Vortrag Emmetropisierung
Ein Vortrag von Prof. Dr. Hakan Kaymak auf der DOG 2024 zu der Frage: „Wie bewerten wir einen Therapieerfolg: anhand der Refraktion oder der Augenlänge?“
Um diese Frage zu beantworten ist zu klären, was der ideale Refraktionszustand ist, d.h. wie wird Normalsichtigkeit (Emmetropie) definiert und wie entsteht sie? Den Prozess, der zu dem idealen Refraktionszustand des Auges führt, bezeichnet man als Emmetropisierung.
Welche Erkenntnisse sich daraus für die Entwicklung der Myopie und für das Myopiemanagement ableiten lassen und welche Aufgaben den Augenärzten zukommen, erfahren Sie in diesem Vortrag.
Frühe Erkenntnisse zur Entstehung von Emmetropie und Myopie
Prof. Kaymak skizziert zunächst, woher der Begriff „Emmetropie“ kommt und welche Erkenntnisse in der Geschichte der Ophthalmologie zur Emmetropisierung vorliegen.
Der medizinische Fachbegriff für Normalsichtigkeit ist Emmetropie. Er setzt sich zusammen aus den griechischen Wörtern "emmetros" (ἔμμετρος), was „im richtigen Maß“ oder „maßgerecht“ bedeutet, und "ops" (ὤψ), was „Auge“ oder „Sehen“ bedeutet.

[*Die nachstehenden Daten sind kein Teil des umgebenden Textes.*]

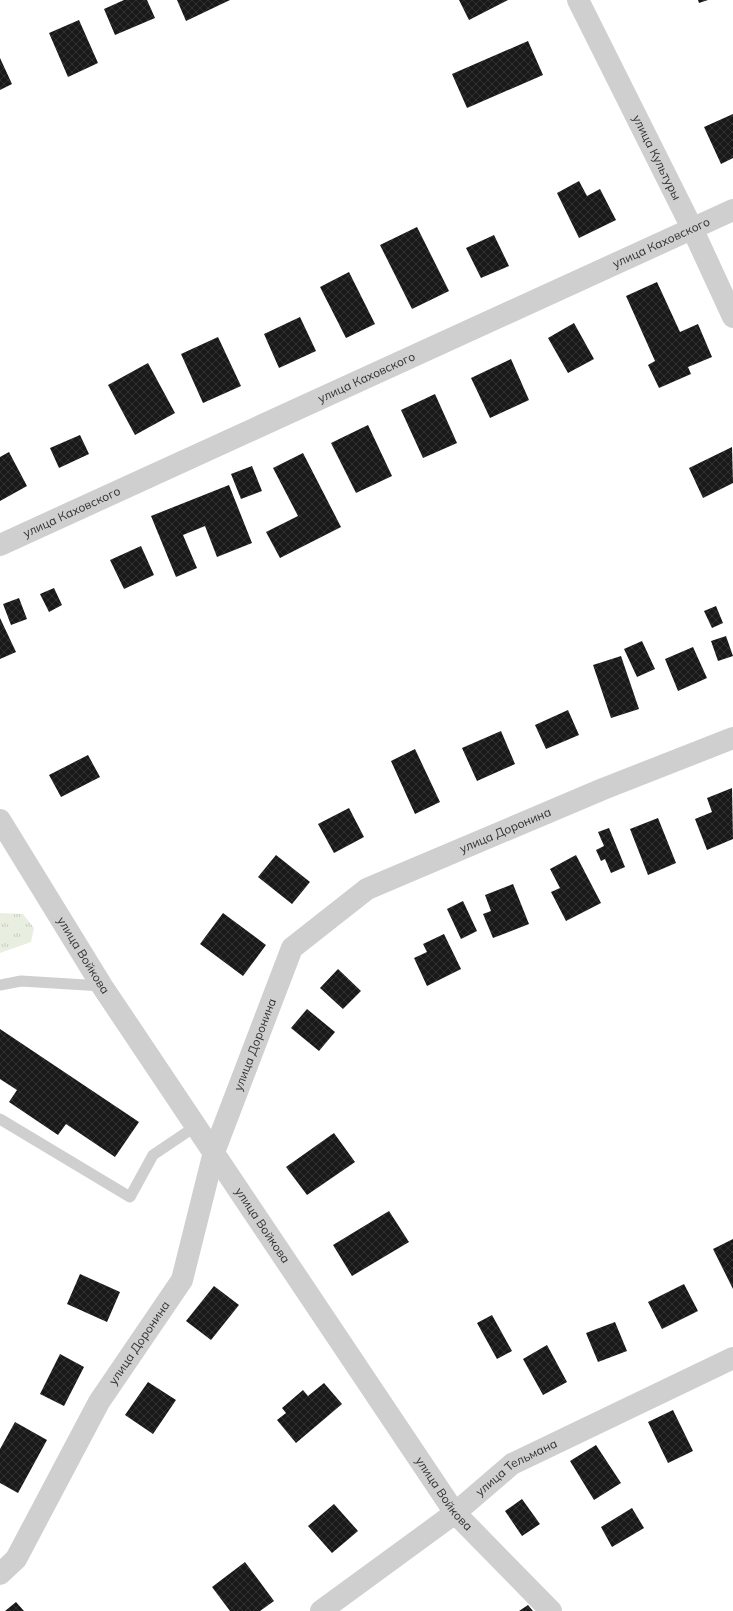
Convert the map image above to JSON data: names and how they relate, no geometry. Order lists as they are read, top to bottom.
{
  "streets": {
    "street": [
      "улица Культуры",
      "улица Каховского",
      "улица Доронина",
      "улица Войкова",
      "улица Тельмана"
    ]
  },
  "crossings": [
    ["улица Культуры", "улица Каховского"],
    ["улица Доронина", "улица Войкова"],
    ["улица Войкова", "улица Тельмана"]
  ]
}
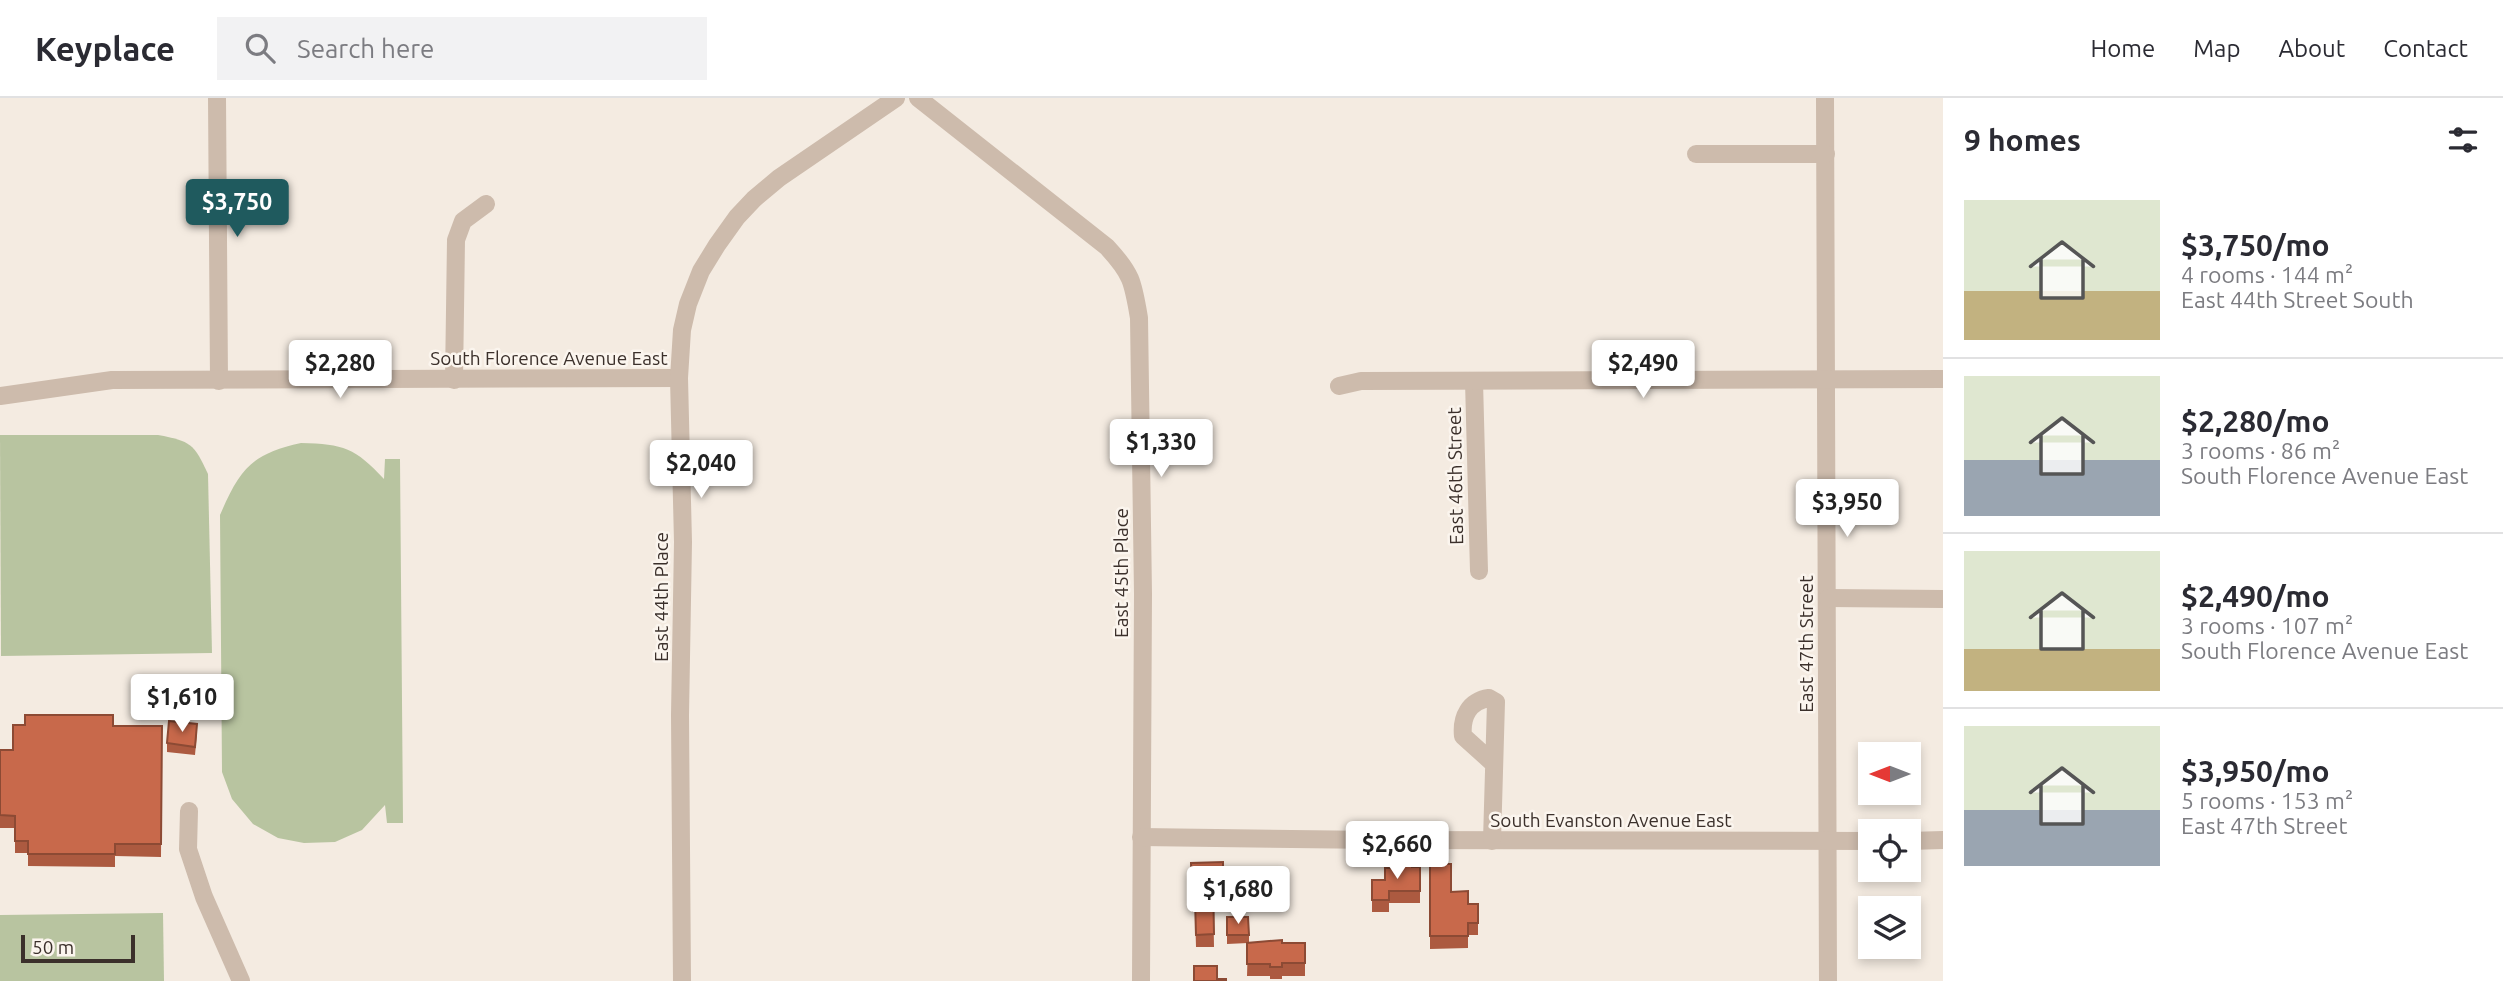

Das emmetropische Auge ist ein Auge, dessen Hauptbrennpunkt auf der Netzhaut liegt, ohne dass sich die Linse des Auges kugelig formt (sie „akkommodiert“), um die Brechkraft des Auges zu erhöhen. Von unendlich entfernten Gegenständen, die parallele Strahlen aussenden, empfängt seine Netzhaut daher scharfe Bilder, die sich weder durch Konvex- noch durch Konkavgläser verbessern lassen. Mithilfe der Akkommodation sieht es ebenso scharf in verhältnismäßig geringer Entfernung.
Schon 1889 gelangte F. C. Donders zur der Erkenntnis, dass das normalsichtige (emmetrope) Auge hinschtlich seiner Funktion und seines Baus die Norm darstelle, anhand derer Refraktionsfehler zu beurteilen seien. 1
In welchem Alter erreichen Kinder Emmetropie?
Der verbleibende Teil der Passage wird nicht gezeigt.